■ Saved entries:
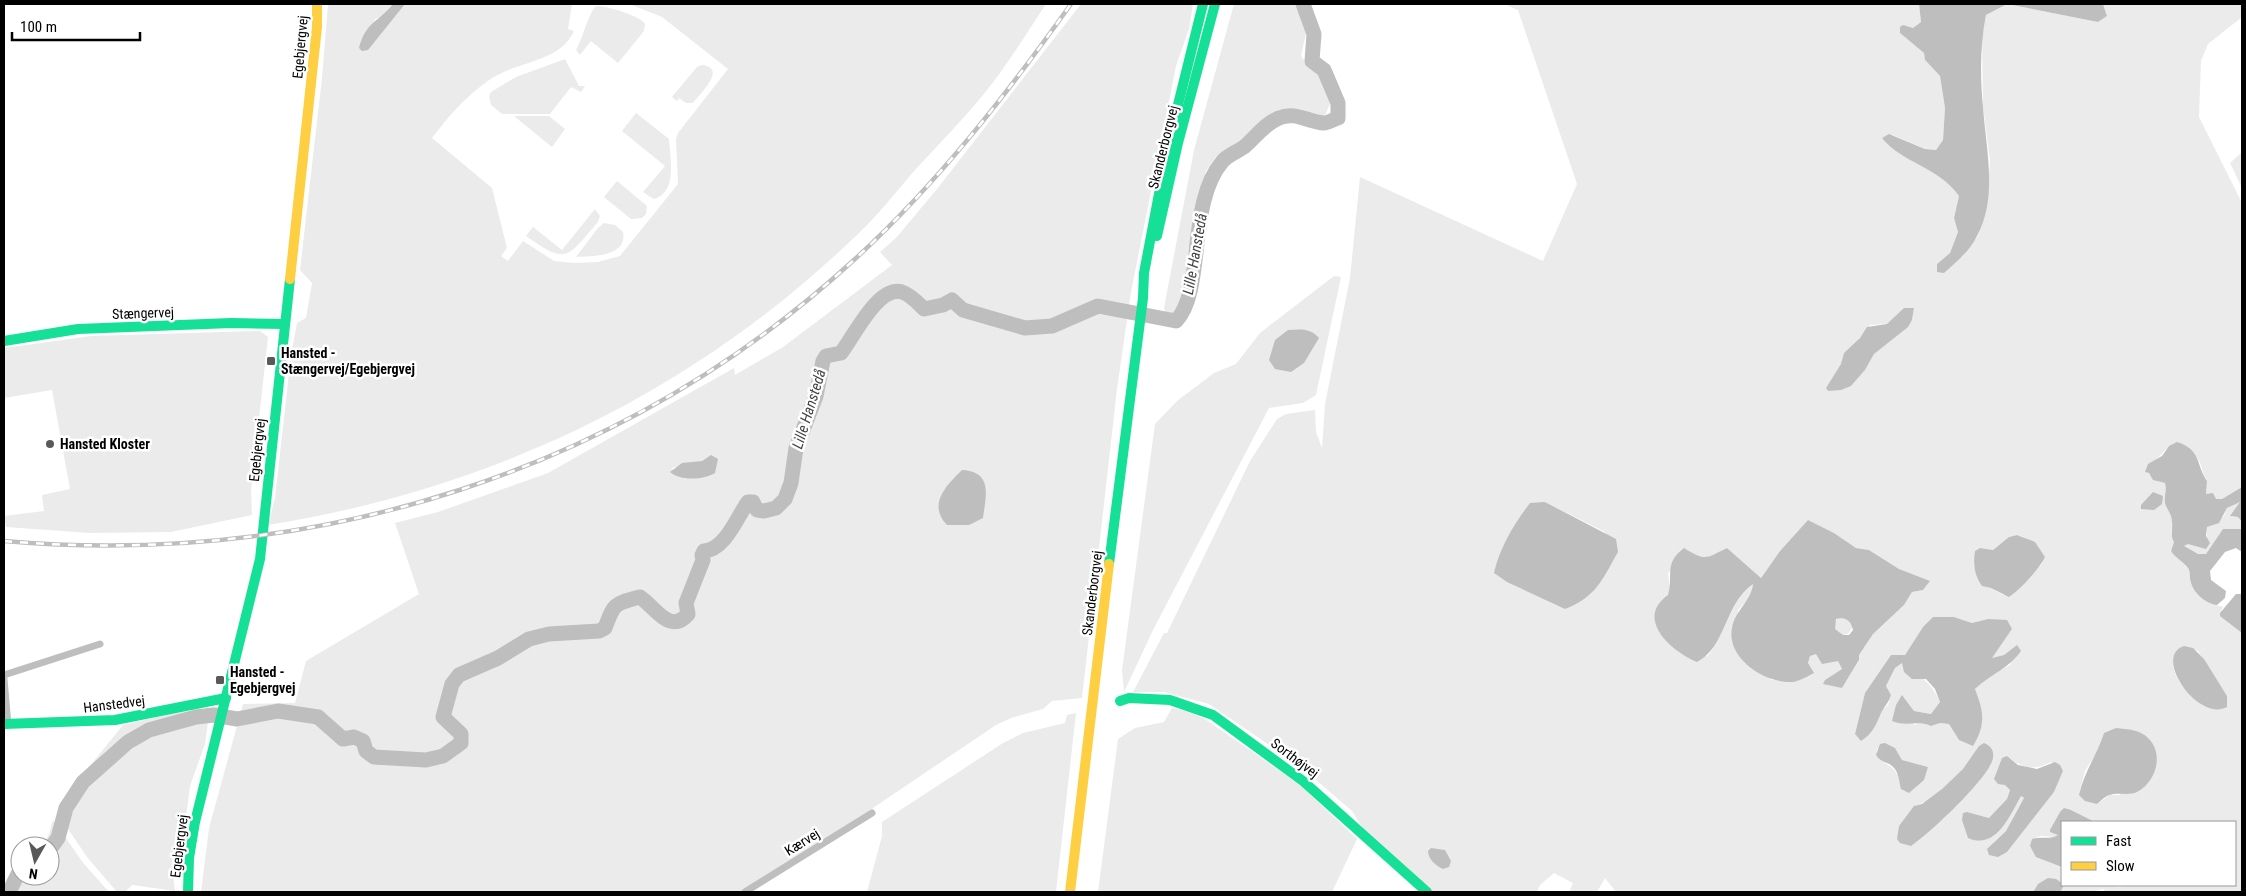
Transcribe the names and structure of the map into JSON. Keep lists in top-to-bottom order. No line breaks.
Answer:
{"streets":{"street":["Egebjergvej","Skanderborgvej","Stængervej","Hanstedvej","Sorthøjvej","Kærvej"]},"crossings":[["Egebjergvej","Stængervej"],["Egebjergvej","Hanstedvej"]],"water":["Lille Hanstedå"],"places":{"transit":["Hansted - Stængervej/Egebjergvej","Hansted - Egebjergvej"],"other":["Hansted Kloster"]},"legend":["Fast","Slow"],"scale_bar":"100 m","north":"bottom"}
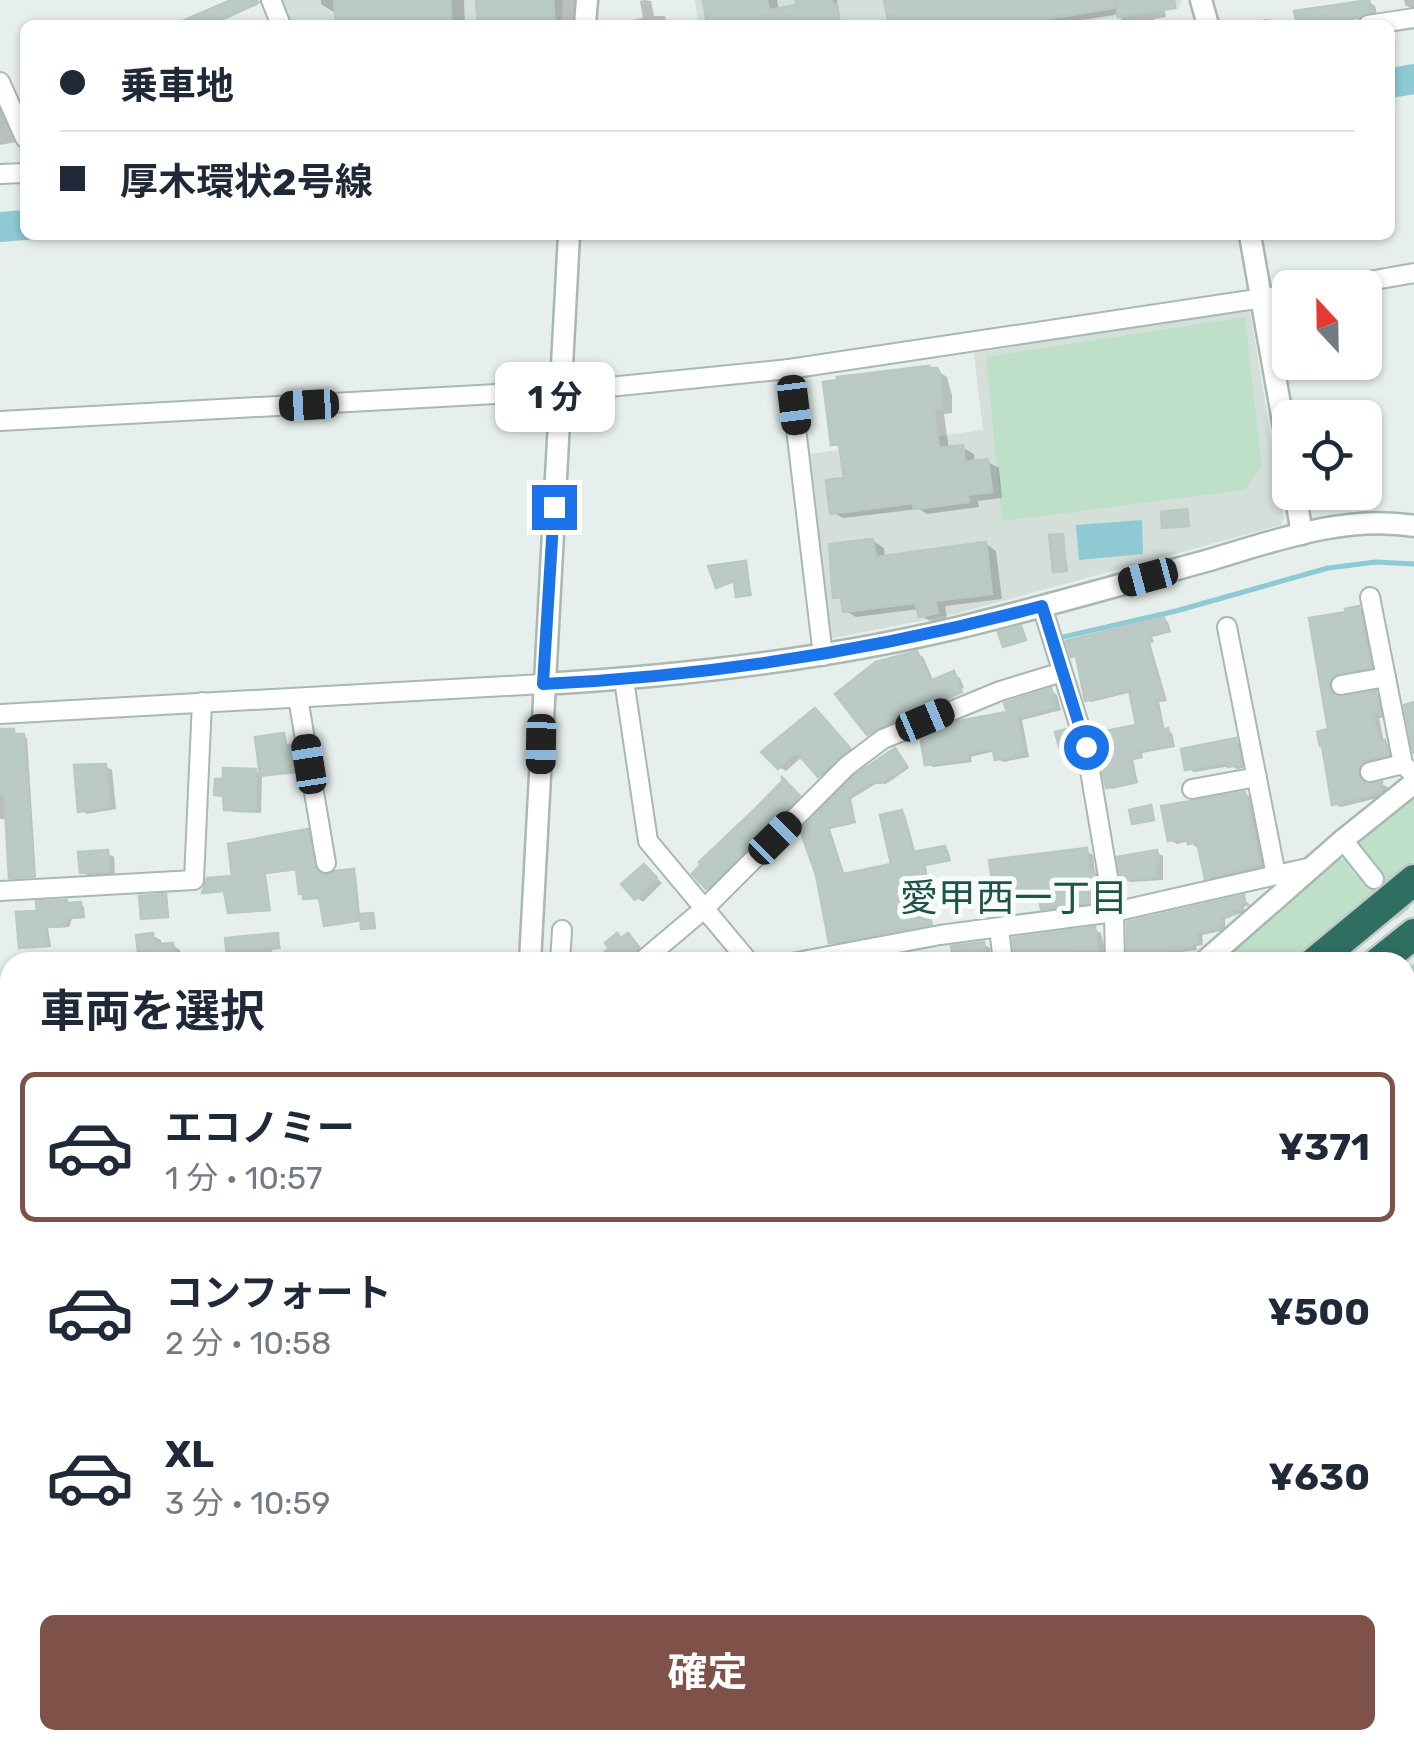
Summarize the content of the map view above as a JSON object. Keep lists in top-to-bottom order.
{
  "districts": ["愛甲西一丁目"],
  "north": "top",
  "page": {
    "banner": ["乗車地", "厚木環状2号線"],
    "bubble": "1 分",
    "heading": "車両を選択",
    "list": [
      {
        "name": "エコノミー",
        "note": "1 分 · 10:57",
        "value": "¥371"
      },
      {
        "name": "コンフォート",
        "note": "2 分 · 10:58",
        "value": "¥500"
      },
      {
        "name": "XL",
        "note": "3 分 · 10:59",
        "value": "¥630"
      }
    ],
    "buttons": "確定"
  }
}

■ What the task requires:
Output the entries above exactly as given, but strip out the pictures.

■ Response to this exercise:
Transcribe the names and structure of the map into JSON. Keep lists in top-to-bottom order. No line breaks.
Answer:
{"streets":{"street":["Egebjergvej","Skanderborgvej","Stængervej","Hanstedvej","Sorthøjvej","Kærvej"]},"crossings":[["Egebjergvej","Stængervej"],["Egebjergvej","Hanstedvej"]],"water":["Lille Hanstedå"],"places":{"transit":["Hansted - Stængervej/Egebjergvej","Hansted - Egebjergvej"],"other":["Hansted Kloster"]},"legend":["Fast","Slow"],"scale_bar":"100 m","north":"bottom"}
Summarize the content of the map view above as a JSON object. Keep lists in top-to-bottom order.
{
  "districts": ["愛甲西一丁目"],
  "north": "top",
  "page": {
    "banner": ["乗車地", "厚木環状2号線"],
    "bubble": "1 分",
    "heading": "車両を選択",
    "list": [
      {
        "name": "エコノミー",
        "note": "1 分 · 10:57",
        "value": "¥371"
      },
      {
        "name": "コンフォート",
        "note": "2 分 · 10:58",
        "value": "¥500"
      },
      {
        "name": "XL",
        "note": "3 分 · 10:59",
        "value": "¥630"
      }
    ],
    "buttons": "確定"
  }
}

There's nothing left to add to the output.